We experimented with different values for w in our proposed fuzzy allocation scheme. It is observed that for small values of w in the range (0.05, 0.1), the quality of solutions improves. However, as the value of w is increased the quality decreases due to increased randomness.

### 4.2.6 Stopping Criterion

In our experiments, we have used a fixed number of iterations as a stopping criterion. We experimented with different values of iterations and found that for all the available test circuits, the SE algorithm converges within 5000 iterations or less.

A major reduction in cost occurs in the first 2000 iterations while refinements are achieved in the rest of the iterations.

## 4.3 Experiments and Results

This section summarizes experimental study of the varieties of SE algorithms implemented in this work, namely

- Wire length based simulated evolution algorithm implementation similar to one proposed by Kling and Banerjee [8]. This implementation is labeled as SE.
- Fuzzy goal based simulated evolution algorithm using weighted sum allocation scheme. This algorithm is identified with code FSE\_WA.
- 3. Fuzzy goal based simulated evolution algorithm using fuzzy controlled stochastic allocation scheme. This algorithm is identified as FSE\_FA.
- 4. Fuzzy goal based simulated evolution algorithm using fuzzy evaluation scheme.

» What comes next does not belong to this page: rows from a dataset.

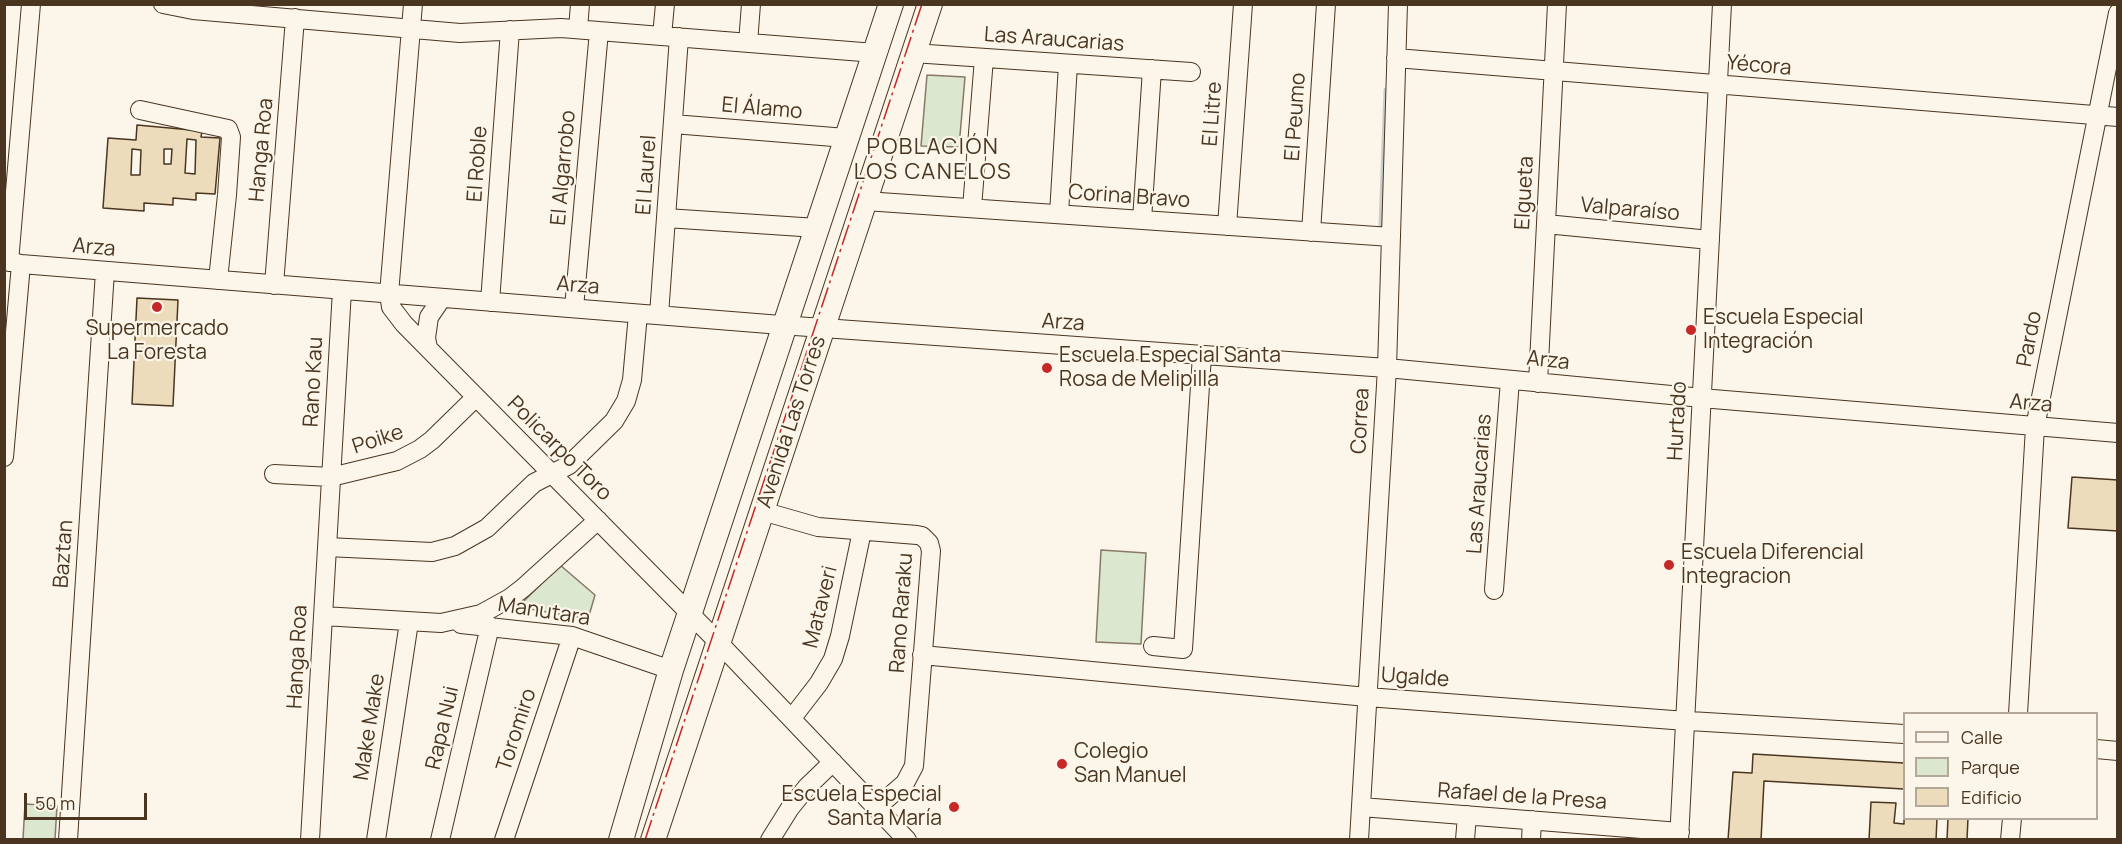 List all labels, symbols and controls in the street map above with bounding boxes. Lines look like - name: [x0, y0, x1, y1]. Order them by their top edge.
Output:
- street label: Las Araucarias: [983, 23, 1125, 57]
- street label: Yécora: [1726, 51, 1792, 81]
- street label: El Peumo: [1280, 72, 1312, 162]
- street label: El Litre: [1198, 81, 1228, 147]
- street label: El Álamo: [721, 93, 803, 125]
- street label: Hanga Roa: [245, 97, 279, 203]
- street label: El Algarrobo: [546, 109, 582, 227]
- street label: El Roble: [463, 125, 493, 203]
- street label: El Laurel: [632, 134, 662, 216]
- district label: POBLACIÓN LOS CANELOS: [854, 135, 1012, 186]
- street label: Elgueta: [1510, 155, 1540, 231]
- street label: Corina Bravo: [1067, 180, 1191, 214]
- street label: Valparaíso: [1579, 193, 1681, 227]
- street label: Arza: [71, 234, 117, 262]
- street label: Arza: [555, 272, 601, 300]
- marker: Supermercado La Foresta: [150, 300, 164, 314]
- place label: Escuela Especial Integración: [1703, 305, 1864, 355]
- street label: Arza: [1041, 309, 1085, 337]
- street label: Pardo: [2012, 309, 2048, 369]
- place label: Supermercado La Foresta: [85, 316, 229, 366]
- marker: Escuela Especial Integración: [1684, 323, 1698, 337]
- street label: Avenida Las Torres: [752, 333, 832, 511]
- street label: Rano Kau: [299, 336, 329, 428]
- place label: Escuela Especial Santa Rosa de Melipilla: [1059, 343, 1281, 393]
- street label: Arza: [1525, 346, 1571, 376]
- marker: Escuela Especial Santa Rosa de Melipilla: [1040, 361, 1054, 375]
- street label: Hurtado: [1663, 381, 1693, 461]
- street label: Correa: [1347, 387, 1375, 455]
- street label: Arza: [2008, 390, 2054, 418]
- street label: Policarpo Toro: [501, 391, 617, 507]
- street label: Las Araucarias: [1463, 413, 1497, 555]
- street label: Poike: [349, 420, 407, 460]
- street label: Baztan: [49, 519, 79, 589]
- place label: Escuela Diferencial Integracion: [1681, 540, 1864, 590]
- street label: Rano Raraku: [885, 552, 919, 674]
- marker: Escuela Diferencial Integracion: [1662, 558, 1676, 572]
- street label: Mataveri: [799, 563, 843, 651]
- street label: Manutara: [496, 592, 592, 632]
- street label: Hanga Roa: [283, 604, 313, 710]
- street label: Ugalde: [1380, 663, 1450, 693]
- street label: Make Make: [349, 672, 391, 782]
- street label: Rapa Nui: [421, 684, 465, 772]
- street label: Toromiro: [492, 685, 542, 775]
- legend: [1903, 712, 2098, 820]
- text: Calle: [1961, 725, 2003, 749]
- place label: Colegio San Manuel: [1074, 739, 1187, 789]
- text: Parque: [1961, 755, 2020, 779]
- marker: Colegio San Manuel: [1055, 757, 1069, 771]
- street label: Rafael de la Presa: [1436, 779, 1608, 815]
- scale bar: [27, 781, 150, 819]
- place label: Escuela Especial Santa María: [781, 782, 942, 832]
- text: Edificio: [1961, 785, 2022, 809]
- text: 50 m: [35, 791, 75, 815]
- marker: Escuela Especial Santa María: [947, 800, 961, 814]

  The algorithm is labeled as FSE\_FE.

The characteristics of above listed algorithm variations are summarized in Table 4.1. The parameter values for different stages of the SE algorithm are summarized in Table 4.2. For example, weighted sum allocation scheme in FSE\_WA was tuned after several combinations of allocation averaging weights  $(w_1^a, w_2^a, w_3^a)$  were tested on one

circuit (c499). The best solution reported by the fuzzy goal-based cost measure for each weight combination is given in Table 4.4. The weight arrangement of row number 6 in Table 4.4 results in the maximum membership value for the fuzzy goal-based set: acceptable solution (Equation 4.2). As a result, the weights of  $w_1^a = 0.6$ ,  $w_2^a = 0.1$  and  $w_3^a = 0.3$  are used in subsequent runs of FSE\_WA for all circuits.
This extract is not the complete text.